William Robbins, of Lawrence, and Brenton Swart, of Wichita, waited outside Best Buy, 2020 W. 31st St., starting at 7:30 a.m. Swart traveled to Lawrence to wait with Robbins because people had been waiting in line in Wichita for more than two days.
“Black Friday is a bigger deal now,” Swart said.
The duo were third and fourth in line and had their eyes on a 48-inch television, marked down from $478 to $179. Robbins’ family brought the two food, and they listened to radio to pass the time. Robbins and Swart, as well as the two in line before them, were the only people waiting until about 1 p.m. when others began showing up to form a line for the store’s opening.
The two missed Thanksgiving gatherings but thought the deal was too good to pass on.
“Our families understand to get $300 off is a big deal,” Robbins said.
Best Buy was scheduled to open at midnight, but other stores already had sales beginning Thanksgiving Day.
Target, 3201 Iowa St., opened its doors at 9 p.m. Thursday, and Walmart’s sales began at 8 p.m.
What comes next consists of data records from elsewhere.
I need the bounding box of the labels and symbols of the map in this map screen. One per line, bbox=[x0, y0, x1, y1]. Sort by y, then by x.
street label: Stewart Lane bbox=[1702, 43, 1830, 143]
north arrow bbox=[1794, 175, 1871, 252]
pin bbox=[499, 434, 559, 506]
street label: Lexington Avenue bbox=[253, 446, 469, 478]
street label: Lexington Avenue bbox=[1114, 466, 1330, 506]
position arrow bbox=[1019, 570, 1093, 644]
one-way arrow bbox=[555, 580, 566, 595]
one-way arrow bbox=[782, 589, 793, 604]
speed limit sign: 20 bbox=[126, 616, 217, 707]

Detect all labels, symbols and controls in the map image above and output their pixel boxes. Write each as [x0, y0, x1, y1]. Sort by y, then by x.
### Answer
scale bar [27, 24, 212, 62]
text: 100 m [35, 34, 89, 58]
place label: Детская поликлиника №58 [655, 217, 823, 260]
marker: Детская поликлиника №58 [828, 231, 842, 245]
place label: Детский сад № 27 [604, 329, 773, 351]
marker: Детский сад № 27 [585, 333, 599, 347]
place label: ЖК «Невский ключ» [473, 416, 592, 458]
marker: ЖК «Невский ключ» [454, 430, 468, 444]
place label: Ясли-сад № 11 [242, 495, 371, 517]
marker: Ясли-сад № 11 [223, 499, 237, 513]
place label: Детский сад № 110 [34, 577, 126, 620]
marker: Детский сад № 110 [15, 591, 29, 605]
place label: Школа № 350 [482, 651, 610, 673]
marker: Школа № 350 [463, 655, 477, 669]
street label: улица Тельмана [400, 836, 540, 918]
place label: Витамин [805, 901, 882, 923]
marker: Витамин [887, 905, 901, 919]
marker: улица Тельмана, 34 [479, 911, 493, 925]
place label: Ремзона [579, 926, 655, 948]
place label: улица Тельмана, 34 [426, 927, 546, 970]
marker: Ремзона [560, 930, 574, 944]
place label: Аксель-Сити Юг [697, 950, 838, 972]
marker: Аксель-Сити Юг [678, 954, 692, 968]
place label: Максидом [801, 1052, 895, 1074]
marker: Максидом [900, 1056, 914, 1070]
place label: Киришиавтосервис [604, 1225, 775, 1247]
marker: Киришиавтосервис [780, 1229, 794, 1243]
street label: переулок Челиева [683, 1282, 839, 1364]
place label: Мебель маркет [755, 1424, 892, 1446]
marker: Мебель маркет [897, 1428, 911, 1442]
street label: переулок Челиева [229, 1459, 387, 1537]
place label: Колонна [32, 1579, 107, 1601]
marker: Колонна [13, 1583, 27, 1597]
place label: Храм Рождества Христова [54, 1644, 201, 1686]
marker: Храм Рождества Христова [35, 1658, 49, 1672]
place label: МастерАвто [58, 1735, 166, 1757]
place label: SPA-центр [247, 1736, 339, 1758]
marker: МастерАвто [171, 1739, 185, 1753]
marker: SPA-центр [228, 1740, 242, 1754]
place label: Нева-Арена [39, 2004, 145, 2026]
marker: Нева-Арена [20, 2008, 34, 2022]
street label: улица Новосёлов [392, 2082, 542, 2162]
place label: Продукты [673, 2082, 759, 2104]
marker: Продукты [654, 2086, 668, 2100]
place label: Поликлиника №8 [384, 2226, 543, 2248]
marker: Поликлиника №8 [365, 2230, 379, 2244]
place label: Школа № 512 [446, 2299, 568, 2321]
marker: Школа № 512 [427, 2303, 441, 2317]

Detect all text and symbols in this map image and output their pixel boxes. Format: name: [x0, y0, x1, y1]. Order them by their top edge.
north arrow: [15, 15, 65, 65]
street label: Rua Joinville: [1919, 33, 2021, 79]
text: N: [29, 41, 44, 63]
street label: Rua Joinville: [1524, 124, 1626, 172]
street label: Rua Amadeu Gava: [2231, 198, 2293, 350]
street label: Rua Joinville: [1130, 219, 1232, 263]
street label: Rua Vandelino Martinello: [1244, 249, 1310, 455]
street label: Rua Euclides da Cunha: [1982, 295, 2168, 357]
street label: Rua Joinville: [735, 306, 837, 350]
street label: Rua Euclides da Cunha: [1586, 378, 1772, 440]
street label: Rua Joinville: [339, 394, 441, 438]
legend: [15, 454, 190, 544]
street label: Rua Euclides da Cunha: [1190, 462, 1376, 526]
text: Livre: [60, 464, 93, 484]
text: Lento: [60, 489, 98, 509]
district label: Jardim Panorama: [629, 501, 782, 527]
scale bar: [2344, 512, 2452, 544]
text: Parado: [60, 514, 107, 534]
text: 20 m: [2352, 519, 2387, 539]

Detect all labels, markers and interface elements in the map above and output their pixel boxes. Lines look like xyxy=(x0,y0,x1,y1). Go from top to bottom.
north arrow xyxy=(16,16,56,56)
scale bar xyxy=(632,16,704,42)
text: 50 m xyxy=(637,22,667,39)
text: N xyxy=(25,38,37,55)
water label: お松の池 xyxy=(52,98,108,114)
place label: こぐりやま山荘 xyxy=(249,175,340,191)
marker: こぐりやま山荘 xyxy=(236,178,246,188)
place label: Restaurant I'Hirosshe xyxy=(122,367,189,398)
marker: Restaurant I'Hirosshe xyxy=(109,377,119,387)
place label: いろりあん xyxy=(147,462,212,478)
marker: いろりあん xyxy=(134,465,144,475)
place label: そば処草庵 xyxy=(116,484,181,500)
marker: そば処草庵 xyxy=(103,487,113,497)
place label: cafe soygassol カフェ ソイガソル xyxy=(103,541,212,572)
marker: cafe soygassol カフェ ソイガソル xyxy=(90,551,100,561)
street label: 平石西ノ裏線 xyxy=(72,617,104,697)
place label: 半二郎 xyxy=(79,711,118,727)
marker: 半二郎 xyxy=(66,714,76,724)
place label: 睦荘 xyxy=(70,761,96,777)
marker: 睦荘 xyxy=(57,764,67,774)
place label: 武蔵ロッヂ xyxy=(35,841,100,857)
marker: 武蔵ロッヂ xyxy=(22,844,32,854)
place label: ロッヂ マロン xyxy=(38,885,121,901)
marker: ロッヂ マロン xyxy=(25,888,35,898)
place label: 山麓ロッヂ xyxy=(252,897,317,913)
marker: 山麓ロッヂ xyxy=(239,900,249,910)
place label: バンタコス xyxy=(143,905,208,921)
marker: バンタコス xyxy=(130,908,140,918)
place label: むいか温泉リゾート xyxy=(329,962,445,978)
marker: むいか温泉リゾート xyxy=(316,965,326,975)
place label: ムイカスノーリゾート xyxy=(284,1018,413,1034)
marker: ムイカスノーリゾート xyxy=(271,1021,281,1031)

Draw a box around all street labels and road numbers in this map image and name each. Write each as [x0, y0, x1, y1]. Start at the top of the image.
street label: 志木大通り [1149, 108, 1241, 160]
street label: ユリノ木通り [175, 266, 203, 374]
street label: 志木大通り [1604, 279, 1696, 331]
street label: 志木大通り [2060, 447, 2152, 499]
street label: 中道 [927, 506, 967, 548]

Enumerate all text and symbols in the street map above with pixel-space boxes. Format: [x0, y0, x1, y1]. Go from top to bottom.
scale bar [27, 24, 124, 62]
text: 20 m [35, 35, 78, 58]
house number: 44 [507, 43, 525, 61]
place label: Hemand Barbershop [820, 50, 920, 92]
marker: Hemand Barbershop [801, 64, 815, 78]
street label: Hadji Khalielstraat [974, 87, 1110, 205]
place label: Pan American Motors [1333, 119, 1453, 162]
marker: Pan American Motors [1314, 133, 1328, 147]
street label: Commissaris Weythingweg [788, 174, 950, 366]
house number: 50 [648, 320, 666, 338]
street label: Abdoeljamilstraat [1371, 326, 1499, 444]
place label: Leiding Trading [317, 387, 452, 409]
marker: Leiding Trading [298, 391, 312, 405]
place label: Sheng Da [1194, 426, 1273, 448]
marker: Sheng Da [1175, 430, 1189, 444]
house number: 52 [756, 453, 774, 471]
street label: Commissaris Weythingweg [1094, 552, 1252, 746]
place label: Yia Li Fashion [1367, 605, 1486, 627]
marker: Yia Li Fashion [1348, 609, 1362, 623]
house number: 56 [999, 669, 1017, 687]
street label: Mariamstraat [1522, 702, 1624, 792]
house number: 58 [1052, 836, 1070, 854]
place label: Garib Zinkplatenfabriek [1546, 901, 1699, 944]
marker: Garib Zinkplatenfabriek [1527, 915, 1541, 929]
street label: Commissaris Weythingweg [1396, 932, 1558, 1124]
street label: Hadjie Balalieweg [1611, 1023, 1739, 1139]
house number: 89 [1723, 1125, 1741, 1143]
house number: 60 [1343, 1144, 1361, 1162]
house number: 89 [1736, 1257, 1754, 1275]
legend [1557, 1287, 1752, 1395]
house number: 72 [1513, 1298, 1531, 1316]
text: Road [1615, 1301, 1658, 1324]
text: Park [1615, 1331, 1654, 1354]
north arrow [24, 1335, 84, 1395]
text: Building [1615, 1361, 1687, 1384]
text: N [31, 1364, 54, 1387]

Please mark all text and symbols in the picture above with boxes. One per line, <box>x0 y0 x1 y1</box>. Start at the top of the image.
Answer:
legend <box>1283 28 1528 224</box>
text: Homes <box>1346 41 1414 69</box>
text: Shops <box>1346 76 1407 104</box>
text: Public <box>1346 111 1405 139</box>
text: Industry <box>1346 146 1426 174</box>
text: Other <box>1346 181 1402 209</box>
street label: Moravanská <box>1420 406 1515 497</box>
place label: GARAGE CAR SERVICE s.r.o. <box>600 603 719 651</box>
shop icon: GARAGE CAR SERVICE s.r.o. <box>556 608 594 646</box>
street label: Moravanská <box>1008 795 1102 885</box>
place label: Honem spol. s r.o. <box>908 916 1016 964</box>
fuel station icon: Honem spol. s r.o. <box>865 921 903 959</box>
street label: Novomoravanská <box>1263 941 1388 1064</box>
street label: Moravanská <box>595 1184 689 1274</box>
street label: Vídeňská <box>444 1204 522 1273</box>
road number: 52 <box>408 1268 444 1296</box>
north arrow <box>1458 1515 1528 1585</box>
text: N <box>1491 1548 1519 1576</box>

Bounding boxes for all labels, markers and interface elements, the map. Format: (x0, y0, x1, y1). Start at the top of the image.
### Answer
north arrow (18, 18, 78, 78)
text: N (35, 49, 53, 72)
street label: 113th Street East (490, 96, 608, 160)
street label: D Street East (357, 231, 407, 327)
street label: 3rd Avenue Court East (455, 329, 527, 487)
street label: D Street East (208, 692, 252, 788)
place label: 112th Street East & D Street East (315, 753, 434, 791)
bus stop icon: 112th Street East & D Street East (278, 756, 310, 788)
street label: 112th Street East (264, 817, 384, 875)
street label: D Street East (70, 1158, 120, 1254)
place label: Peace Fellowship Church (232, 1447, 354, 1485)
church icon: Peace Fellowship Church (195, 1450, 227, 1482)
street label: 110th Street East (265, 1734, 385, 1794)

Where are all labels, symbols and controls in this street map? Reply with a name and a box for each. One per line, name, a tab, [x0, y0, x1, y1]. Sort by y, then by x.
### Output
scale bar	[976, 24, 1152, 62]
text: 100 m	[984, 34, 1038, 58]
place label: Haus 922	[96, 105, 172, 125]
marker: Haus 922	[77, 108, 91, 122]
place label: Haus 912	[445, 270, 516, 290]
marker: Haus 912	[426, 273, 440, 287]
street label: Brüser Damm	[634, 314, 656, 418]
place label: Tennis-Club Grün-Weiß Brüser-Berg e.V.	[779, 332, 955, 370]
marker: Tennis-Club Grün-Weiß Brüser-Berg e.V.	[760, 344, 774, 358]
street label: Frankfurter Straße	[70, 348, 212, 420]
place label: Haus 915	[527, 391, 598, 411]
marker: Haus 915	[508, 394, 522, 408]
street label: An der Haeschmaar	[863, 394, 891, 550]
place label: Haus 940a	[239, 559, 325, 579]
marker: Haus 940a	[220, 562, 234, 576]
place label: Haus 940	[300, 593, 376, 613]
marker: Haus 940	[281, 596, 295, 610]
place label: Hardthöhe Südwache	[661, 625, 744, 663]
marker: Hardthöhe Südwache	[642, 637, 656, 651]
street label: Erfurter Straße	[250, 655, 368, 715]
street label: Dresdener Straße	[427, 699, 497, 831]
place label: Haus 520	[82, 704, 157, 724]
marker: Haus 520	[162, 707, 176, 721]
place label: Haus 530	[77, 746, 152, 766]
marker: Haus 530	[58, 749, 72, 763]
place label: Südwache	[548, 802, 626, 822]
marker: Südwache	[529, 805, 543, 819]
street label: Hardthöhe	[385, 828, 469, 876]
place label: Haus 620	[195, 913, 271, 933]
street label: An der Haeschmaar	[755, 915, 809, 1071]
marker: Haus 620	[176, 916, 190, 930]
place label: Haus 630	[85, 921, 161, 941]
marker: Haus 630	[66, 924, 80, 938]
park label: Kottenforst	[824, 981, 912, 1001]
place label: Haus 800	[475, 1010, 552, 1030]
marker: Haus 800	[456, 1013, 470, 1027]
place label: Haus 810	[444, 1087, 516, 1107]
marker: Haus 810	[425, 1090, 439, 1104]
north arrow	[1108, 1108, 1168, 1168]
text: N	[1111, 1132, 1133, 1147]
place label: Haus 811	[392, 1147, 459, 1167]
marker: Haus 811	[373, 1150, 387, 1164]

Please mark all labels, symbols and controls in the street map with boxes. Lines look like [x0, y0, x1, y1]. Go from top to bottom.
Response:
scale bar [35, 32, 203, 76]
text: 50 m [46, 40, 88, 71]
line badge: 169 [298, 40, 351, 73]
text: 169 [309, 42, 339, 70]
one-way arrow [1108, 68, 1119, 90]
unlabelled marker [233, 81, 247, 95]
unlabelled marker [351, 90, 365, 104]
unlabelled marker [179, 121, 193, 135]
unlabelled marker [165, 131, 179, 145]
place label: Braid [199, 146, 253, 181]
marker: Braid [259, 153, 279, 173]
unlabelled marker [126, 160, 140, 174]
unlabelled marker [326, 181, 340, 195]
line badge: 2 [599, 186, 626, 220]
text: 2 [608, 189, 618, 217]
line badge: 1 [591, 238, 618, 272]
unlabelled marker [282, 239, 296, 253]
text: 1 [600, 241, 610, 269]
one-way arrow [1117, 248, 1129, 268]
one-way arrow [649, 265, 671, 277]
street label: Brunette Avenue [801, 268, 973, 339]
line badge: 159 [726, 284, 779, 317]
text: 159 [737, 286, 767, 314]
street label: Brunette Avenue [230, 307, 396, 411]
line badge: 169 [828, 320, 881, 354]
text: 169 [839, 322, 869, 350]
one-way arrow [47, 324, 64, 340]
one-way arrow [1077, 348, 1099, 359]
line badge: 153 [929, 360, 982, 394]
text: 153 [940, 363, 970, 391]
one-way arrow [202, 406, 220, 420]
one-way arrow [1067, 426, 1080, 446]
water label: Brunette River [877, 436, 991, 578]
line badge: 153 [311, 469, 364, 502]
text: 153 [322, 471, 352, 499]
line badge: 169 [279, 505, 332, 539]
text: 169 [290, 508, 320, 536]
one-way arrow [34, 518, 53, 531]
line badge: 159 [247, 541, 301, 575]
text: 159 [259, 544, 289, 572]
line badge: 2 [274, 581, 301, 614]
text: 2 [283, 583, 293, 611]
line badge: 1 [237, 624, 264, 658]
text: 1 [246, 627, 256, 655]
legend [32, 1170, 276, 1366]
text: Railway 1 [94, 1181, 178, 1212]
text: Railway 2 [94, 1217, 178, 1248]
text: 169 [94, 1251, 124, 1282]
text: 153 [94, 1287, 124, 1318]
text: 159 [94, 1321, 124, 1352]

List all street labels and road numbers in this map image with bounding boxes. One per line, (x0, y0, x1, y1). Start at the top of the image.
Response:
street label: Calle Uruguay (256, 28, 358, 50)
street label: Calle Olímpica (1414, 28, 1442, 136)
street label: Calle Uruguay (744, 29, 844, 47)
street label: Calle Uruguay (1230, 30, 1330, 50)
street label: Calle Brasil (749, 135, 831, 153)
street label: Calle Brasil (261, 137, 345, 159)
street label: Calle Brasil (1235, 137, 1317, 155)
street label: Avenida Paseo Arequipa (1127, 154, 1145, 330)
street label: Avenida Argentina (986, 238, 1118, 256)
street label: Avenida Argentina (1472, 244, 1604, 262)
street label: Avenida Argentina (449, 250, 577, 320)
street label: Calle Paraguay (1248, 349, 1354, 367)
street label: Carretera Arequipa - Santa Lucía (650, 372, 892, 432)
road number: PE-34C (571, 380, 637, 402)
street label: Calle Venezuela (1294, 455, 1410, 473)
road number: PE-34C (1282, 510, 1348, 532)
Lawrence resident Sarah Thompson got to Walmart, 3300 Iowa St., at 5 p.m. to buy a tablet when the Black Friday discounts started.
Thompson doesn’t usually brave the Black Friday crowd, but saw the store was opening early and thought it would be better to get her shopping done before the “mad chaos.”
“We did some looking online, then looked through ads. This is a bit more convenient than driving to Topeka,” Thompson said.
Thompson found the 8 p.m. opening helpful, but not all shoppers agreed with the early discounts.
Bridget Wood and Candice Lavalette, of Lawrence, along with four more family members, got to Best Buy at 5:30 p.m. to wait in line to buy a television. The group had already eaten a Thanksgiving meal together and didn’t like the idea of Black Friday becoming Black Thursday.
“I think it’s stupid. It’s taking away from family time,” Lavalette said.
Wood said making the stores open on Thursday instead of Friday forces the customers to shop on Thanksgiving day because if they wait, they won’t be able to get the deal they wanted.
Despite the lack of family and food, Robbins and Swart thought the sacrifice was worth the guarantee of getting the television on sale.
“We’re going to get our products is all I care about,” Robbins said.